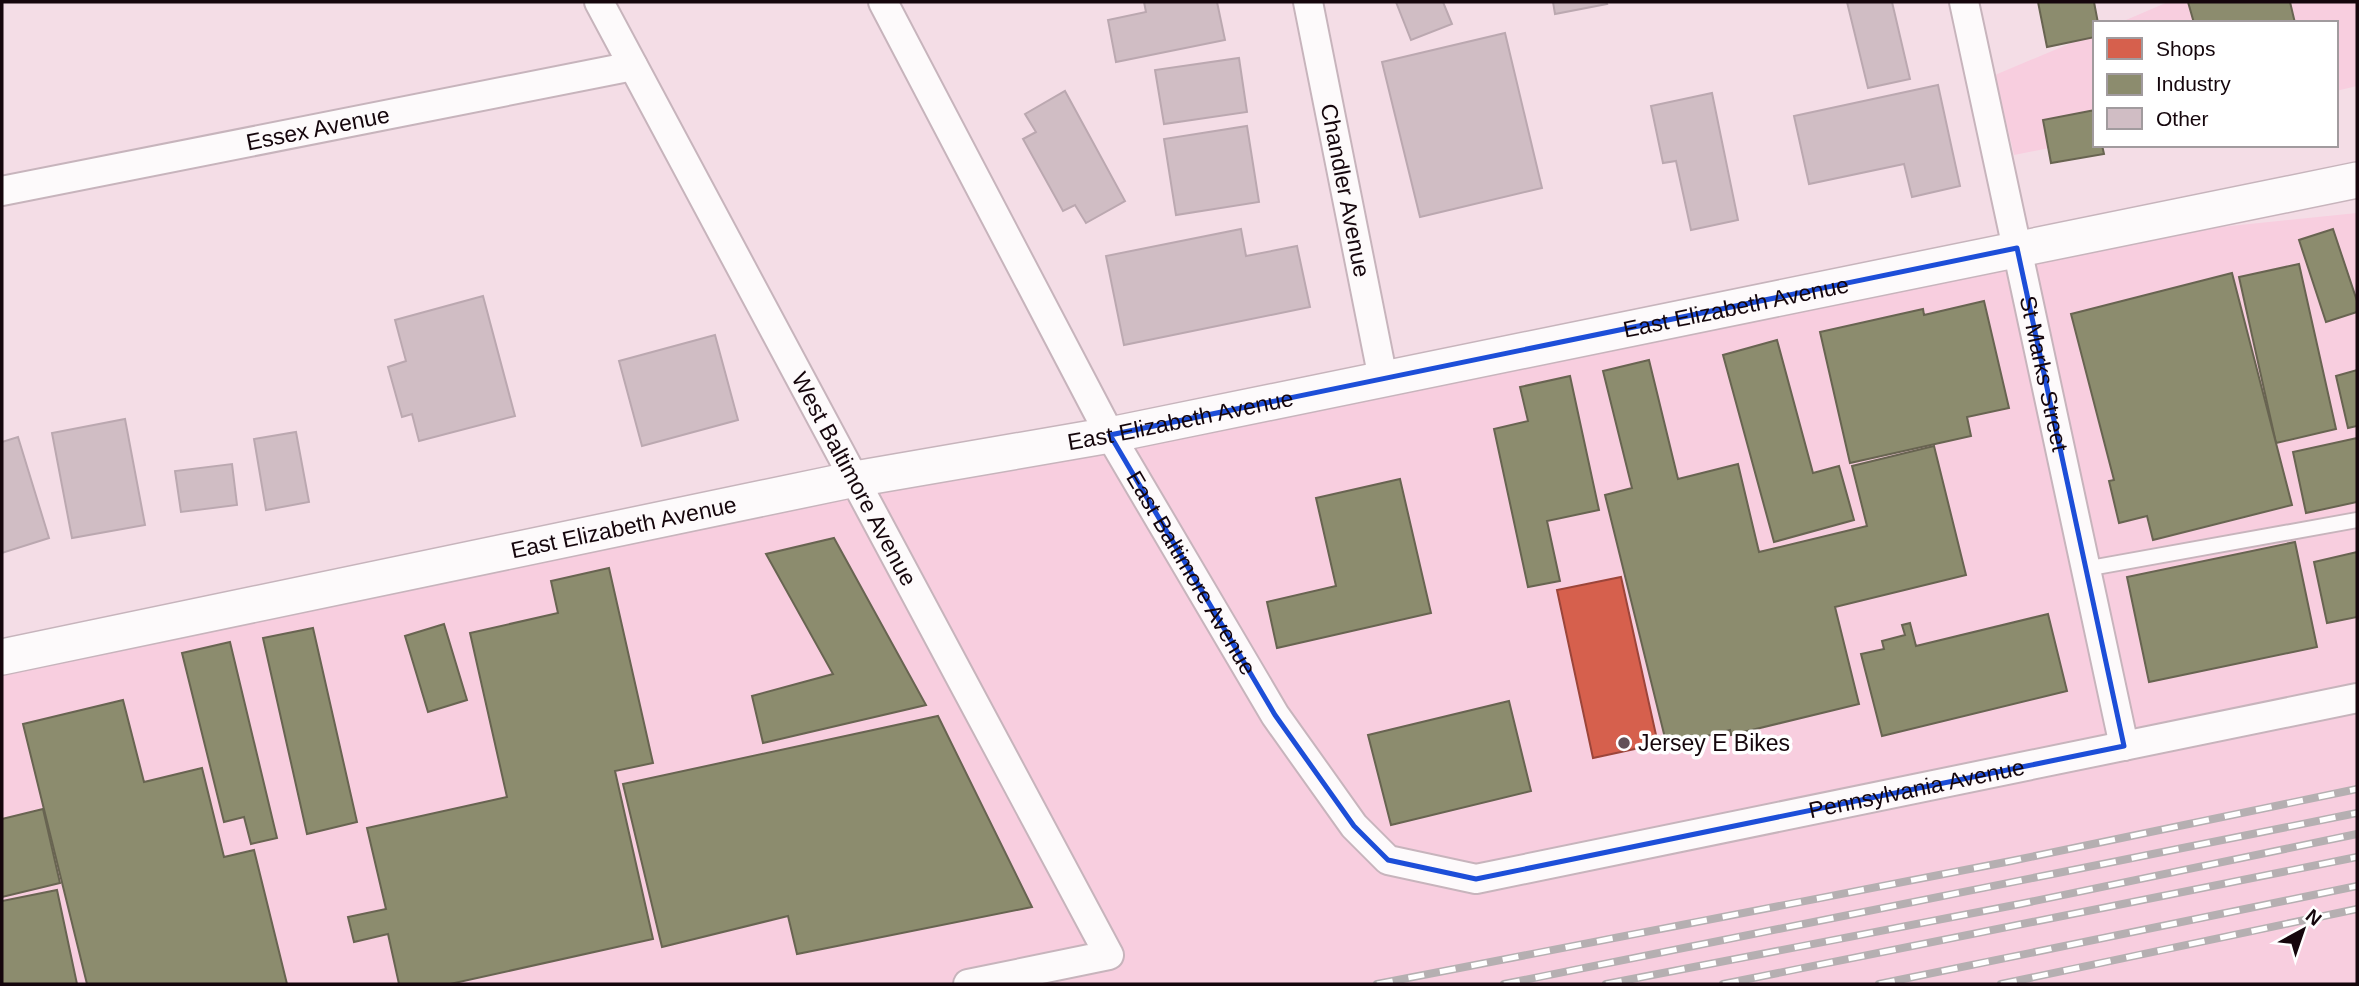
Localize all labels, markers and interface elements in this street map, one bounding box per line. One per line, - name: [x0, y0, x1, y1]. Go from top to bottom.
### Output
- legend: [2093, 21, 2338, 147]
- text: Shops: [2156, 37, 2216, 60]
- text: Industry: [2156, 72, 2231, 95]
- street label: Chandler Avenue: [1316, 101, 1375, 279]
- street label: Essex Avenue: [244, 102, 392, 155]
- text: Other: [2156, 107, 2209, 130]
- street label: East Elizabeth Avenue: [1621, 271, 1851, 343]
- street label: St Marks Street: [2015, 293, 2073, 454]
- street label: West Baltimore Avenue: [787, 368, 922, 590]
- street label: East Elizabeth Avenue: [1065, 385, 1296, 455]
- street label: East Baltimore Avenue: [1121, 466, 1261, 680]
- street label: East Elizabeth Avenue: [508, 491, 739, 563]
- place label: Jersey E Bikes: [1638, 730, 1790, 756]
- marker: Jersey E Bikes: [1616, 735, 1632, 751]
- street label: Pennsylvania Avenue: [1806, 754, 2027, 823]
- north arrow: [2268, 895, 2338, 965]
- text: N: [2302, 905, 2326, 930]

▸ **WORK REQUIRED**
Copy out the data verbatim, excluding the pictures.

▸ **SOLUTION TO THE EXERCISE**
Localize all labels, markers and interface elements in this street map, one bounding box per line. One per line, - name: [x0, y0, x1, y1]. Go from top to bottom.
### Output
- legend: [2093, 21, 2338, 147]
- text: Shops: [2156, 37, 2216, 60]
- text: Industry: [2156, 72, 2231, 95]
- street label: Chandler Avenue: [1316, 101, 1375, 279]
- street label: Essex Avenue: [244, 102, 392, 155]
- text: Other: [2156, 107, 2209, 130]
- street label: East Elizabeth Avenue: [1621, 271, 1851, 343]
- street label: St Marks Street: [2015, 293, 2073, 454]
- street label: West Baltimore Avenue: [787, 368, 922, 590]
- street label: East Elizabeth Avenue: [1065, 385, 1296, 455]
- street label: East Baltimore Avenue: [1121, 466, 1261, 680]
- street label: East Elizabeth Avenue: [508, 491, 739, 563]
- place label: Jersey E Bikes: [1638, 730, 1790, 756]
- marker: Jersey E Bikes: [1616, 735, 1632, 751]
- street label: Pennsylvania Avenue: [1806, 754, 2027, 823]
- north arrow: [2268, 895, 2338, 965]
- text: N: [2302, 905, 2326, 930]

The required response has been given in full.